◆ What the task requires: Find and return every line of the data that contains the word "scale".

____ Extracted information

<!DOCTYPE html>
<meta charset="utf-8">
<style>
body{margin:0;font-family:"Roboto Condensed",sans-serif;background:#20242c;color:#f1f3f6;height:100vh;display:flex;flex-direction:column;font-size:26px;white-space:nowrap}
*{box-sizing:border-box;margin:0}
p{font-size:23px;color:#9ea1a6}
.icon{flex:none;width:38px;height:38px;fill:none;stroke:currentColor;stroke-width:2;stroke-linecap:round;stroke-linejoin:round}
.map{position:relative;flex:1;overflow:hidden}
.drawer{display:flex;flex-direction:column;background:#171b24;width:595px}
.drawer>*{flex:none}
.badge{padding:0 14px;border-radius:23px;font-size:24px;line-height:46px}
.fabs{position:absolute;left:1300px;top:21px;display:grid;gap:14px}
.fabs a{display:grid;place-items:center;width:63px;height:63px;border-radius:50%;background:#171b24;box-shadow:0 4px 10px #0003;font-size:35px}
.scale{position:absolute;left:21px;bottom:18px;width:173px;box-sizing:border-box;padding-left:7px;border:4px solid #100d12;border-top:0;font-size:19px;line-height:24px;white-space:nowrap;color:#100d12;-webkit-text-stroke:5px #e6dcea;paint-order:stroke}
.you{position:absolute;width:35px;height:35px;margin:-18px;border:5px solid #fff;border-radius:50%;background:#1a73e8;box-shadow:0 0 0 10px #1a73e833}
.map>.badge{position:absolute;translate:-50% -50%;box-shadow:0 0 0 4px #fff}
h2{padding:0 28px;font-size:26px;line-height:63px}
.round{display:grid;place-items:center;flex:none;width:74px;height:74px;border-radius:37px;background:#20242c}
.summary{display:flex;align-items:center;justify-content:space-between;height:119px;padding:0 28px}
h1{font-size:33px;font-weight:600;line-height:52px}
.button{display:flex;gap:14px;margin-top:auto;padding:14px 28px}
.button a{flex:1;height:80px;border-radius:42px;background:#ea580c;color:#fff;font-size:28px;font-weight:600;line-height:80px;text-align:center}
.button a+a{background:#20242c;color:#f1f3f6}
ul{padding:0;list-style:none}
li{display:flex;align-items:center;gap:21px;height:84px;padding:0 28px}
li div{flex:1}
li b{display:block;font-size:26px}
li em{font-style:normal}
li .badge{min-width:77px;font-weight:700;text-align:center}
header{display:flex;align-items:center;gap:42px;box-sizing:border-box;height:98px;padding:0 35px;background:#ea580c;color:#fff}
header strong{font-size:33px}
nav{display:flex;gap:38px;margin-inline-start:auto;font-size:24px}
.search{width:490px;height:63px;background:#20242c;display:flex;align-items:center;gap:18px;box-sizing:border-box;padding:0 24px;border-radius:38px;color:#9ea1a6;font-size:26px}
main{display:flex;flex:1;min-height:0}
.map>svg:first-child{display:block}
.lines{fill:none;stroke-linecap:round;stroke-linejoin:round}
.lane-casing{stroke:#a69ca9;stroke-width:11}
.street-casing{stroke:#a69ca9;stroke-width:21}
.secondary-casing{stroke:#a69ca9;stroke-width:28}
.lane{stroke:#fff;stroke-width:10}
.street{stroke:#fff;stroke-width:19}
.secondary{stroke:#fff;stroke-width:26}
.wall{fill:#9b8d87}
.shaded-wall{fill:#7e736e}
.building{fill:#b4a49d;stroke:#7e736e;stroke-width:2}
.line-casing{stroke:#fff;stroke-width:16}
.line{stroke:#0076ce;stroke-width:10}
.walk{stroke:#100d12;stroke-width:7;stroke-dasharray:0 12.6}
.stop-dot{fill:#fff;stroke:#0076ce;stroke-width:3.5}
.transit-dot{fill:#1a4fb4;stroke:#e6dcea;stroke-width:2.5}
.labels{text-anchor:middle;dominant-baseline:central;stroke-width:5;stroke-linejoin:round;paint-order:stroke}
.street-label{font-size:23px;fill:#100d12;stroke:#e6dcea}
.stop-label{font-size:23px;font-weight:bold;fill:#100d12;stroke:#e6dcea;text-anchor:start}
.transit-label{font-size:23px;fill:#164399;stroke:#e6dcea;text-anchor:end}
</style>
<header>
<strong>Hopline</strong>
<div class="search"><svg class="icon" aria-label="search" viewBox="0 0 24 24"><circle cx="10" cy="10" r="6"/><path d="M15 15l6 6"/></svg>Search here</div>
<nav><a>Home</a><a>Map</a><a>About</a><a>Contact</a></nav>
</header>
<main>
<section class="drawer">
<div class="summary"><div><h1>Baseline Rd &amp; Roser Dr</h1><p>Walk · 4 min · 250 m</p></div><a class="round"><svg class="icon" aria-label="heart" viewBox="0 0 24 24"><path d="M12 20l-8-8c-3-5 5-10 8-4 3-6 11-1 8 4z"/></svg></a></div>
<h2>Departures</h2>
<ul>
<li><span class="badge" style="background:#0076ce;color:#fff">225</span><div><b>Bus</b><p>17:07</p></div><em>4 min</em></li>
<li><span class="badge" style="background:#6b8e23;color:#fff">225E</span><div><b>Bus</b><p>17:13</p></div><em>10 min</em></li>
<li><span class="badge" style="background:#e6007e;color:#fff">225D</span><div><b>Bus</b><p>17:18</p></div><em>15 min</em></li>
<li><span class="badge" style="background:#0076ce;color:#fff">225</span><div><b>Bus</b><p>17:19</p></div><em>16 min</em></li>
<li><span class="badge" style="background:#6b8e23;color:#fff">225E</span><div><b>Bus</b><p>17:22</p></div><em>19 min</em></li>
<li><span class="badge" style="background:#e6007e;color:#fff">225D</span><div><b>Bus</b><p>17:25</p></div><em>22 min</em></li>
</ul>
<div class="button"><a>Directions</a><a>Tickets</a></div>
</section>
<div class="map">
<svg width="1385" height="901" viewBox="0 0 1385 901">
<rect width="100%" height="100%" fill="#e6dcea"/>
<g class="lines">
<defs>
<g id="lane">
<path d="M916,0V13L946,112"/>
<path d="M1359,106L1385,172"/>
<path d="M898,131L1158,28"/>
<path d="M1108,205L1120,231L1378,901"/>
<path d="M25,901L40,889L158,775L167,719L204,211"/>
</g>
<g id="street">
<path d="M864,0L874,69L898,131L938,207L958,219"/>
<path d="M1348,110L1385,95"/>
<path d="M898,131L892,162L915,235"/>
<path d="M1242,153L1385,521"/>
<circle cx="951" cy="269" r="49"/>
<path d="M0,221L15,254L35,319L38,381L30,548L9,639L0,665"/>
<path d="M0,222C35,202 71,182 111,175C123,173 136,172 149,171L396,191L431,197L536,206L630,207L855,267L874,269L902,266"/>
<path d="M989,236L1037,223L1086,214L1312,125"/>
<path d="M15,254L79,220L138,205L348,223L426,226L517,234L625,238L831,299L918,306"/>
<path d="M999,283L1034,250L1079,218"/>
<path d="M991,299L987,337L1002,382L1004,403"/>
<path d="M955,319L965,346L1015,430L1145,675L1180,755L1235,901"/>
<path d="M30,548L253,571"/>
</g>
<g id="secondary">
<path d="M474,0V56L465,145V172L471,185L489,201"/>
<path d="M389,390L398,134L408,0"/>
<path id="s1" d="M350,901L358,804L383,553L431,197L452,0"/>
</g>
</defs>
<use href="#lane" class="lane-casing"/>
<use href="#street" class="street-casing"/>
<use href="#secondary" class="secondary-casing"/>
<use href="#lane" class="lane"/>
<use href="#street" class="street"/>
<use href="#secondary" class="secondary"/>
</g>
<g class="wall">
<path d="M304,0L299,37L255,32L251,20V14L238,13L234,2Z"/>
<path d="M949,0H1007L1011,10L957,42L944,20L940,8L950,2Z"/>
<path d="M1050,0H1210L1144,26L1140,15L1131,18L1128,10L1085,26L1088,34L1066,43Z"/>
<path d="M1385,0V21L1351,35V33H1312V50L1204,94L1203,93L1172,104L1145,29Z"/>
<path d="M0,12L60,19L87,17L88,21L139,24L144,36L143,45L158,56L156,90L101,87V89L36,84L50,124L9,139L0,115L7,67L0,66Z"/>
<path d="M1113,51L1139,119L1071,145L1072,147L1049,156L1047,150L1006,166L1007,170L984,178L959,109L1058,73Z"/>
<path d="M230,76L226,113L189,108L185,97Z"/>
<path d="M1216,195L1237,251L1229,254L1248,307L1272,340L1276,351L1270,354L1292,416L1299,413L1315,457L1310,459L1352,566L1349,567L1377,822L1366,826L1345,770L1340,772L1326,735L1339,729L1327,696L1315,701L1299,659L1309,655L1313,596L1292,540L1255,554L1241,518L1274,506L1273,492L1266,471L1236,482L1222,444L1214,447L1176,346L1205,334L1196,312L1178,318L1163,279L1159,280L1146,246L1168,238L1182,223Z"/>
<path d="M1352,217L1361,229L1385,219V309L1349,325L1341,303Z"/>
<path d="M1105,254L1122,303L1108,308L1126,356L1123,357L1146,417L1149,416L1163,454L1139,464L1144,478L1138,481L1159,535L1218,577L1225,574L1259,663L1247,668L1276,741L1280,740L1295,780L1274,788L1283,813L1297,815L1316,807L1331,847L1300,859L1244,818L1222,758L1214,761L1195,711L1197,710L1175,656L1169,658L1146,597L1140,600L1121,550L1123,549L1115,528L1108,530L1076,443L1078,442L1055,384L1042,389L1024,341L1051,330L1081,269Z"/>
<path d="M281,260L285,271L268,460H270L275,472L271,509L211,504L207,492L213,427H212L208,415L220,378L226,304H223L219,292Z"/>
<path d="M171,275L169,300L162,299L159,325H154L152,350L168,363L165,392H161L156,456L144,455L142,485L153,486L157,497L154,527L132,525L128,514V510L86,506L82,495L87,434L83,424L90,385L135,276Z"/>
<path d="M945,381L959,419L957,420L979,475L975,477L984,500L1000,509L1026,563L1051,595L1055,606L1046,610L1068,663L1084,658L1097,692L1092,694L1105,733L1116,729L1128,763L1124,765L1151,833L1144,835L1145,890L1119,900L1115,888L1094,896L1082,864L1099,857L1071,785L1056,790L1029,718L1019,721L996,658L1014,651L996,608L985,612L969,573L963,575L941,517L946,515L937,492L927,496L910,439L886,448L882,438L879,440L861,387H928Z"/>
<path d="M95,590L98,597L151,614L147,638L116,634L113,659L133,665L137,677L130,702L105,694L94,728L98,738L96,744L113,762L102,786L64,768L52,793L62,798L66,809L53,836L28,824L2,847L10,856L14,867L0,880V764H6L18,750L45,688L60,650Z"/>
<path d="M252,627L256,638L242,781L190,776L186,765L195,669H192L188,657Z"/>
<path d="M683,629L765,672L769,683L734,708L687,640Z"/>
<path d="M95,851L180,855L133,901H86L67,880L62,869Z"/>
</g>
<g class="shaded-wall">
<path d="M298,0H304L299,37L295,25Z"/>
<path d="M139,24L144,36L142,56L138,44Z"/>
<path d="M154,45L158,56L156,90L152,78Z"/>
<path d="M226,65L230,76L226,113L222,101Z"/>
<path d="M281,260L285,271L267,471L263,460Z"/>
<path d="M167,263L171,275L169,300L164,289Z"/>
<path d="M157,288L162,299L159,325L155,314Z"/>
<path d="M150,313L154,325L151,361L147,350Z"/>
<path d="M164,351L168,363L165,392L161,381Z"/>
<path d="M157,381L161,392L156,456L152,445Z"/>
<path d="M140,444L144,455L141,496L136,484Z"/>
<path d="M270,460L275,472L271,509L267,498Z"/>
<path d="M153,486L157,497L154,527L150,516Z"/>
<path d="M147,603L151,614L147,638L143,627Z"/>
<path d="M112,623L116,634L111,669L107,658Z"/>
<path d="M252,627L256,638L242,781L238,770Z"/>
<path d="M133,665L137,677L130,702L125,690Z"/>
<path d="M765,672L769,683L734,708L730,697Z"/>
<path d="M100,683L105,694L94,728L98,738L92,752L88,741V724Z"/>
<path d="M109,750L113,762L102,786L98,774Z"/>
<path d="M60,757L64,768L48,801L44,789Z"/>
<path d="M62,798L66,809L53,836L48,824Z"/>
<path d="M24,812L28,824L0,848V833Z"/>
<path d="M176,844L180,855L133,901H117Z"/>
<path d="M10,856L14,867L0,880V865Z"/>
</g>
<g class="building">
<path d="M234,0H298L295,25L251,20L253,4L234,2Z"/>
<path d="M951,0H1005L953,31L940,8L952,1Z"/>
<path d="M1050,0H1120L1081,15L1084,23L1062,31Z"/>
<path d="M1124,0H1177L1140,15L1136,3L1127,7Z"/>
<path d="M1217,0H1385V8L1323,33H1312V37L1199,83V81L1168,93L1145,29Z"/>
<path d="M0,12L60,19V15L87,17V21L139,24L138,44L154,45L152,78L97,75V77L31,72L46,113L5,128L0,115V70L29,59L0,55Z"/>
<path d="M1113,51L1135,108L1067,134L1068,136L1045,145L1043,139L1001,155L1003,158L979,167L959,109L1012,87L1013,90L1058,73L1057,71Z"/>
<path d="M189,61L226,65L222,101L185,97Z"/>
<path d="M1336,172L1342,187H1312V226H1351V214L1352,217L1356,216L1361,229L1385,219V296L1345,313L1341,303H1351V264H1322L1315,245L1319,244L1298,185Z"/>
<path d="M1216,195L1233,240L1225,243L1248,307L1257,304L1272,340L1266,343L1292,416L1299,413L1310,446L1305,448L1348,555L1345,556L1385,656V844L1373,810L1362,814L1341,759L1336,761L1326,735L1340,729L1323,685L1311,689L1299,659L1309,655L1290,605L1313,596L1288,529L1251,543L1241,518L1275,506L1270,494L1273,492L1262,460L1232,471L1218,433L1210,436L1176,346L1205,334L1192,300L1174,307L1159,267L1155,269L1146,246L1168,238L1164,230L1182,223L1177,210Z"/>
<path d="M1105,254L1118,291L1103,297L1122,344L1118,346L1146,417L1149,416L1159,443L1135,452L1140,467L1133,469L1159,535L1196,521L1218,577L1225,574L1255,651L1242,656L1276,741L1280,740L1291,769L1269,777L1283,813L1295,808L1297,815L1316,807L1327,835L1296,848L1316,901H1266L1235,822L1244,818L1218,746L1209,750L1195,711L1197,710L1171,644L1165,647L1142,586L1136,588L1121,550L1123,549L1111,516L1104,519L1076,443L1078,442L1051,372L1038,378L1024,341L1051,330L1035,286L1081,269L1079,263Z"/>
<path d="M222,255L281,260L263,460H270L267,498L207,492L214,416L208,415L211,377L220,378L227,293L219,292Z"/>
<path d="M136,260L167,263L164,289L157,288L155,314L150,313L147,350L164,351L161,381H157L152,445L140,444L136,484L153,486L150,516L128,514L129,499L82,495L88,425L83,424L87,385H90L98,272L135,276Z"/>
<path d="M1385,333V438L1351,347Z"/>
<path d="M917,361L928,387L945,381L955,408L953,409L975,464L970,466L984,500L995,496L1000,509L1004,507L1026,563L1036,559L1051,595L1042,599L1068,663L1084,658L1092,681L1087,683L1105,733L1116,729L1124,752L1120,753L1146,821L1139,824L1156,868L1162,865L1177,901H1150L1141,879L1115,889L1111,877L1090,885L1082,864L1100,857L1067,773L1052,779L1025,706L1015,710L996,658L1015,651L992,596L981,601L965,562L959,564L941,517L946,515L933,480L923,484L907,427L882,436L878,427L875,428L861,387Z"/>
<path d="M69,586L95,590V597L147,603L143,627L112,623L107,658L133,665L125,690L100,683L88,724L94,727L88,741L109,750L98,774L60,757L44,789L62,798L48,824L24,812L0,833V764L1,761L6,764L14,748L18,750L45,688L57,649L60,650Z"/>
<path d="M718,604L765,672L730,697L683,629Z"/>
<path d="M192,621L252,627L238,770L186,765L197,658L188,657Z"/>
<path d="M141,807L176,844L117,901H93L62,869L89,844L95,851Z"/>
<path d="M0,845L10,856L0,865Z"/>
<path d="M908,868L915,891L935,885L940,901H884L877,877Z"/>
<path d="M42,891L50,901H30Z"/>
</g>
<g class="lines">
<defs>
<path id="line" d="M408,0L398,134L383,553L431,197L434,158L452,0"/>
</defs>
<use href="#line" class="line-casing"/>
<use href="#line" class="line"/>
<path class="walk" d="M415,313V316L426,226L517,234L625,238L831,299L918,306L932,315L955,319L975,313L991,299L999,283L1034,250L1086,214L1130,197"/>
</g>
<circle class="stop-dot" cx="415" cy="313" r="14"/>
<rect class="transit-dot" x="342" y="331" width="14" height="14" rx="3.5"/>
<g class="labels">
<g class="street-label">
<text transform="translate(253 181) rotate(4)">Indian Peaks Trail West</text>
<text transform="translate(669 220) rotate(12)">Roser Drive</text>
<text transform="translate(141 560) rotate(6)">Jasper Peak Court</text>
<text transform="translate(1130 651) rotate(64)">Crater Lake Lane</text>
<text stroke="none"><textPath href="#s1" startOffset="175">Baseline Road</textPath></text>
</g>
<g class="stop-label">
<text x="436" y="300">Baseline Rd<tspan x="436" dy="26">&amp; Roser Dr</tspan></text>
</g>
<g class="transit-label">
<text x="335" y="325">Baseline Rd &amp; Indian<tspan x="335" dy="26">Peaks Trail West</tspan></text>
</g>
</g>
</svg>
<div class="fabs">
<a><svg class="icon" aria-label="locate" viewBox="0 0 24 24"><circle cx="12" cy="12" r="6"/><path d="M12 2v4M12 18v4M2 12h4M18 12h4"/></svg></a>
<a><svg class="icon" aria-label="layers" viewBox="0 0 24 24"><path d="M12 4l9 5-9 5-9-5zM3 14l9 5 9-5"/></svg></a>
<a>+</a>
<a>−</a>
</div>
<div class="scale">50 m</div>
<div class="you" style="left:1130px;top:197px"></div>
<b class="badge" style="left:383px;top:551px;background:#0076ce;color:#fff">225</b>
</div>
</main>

________

◆ Response below:
.scale{position:absolute;left:21px;bottom:18px;width:173px;box-sizing:border-box;padding-left:7px;border:4px solid #100d12;border-top:0;font-size:19px;line-height:24px;white-space:nowrap;color:#100d12;-webkit-text-stroke:5px #e6dcea;paint-order:stroke}
<div class="scale">50 m</div>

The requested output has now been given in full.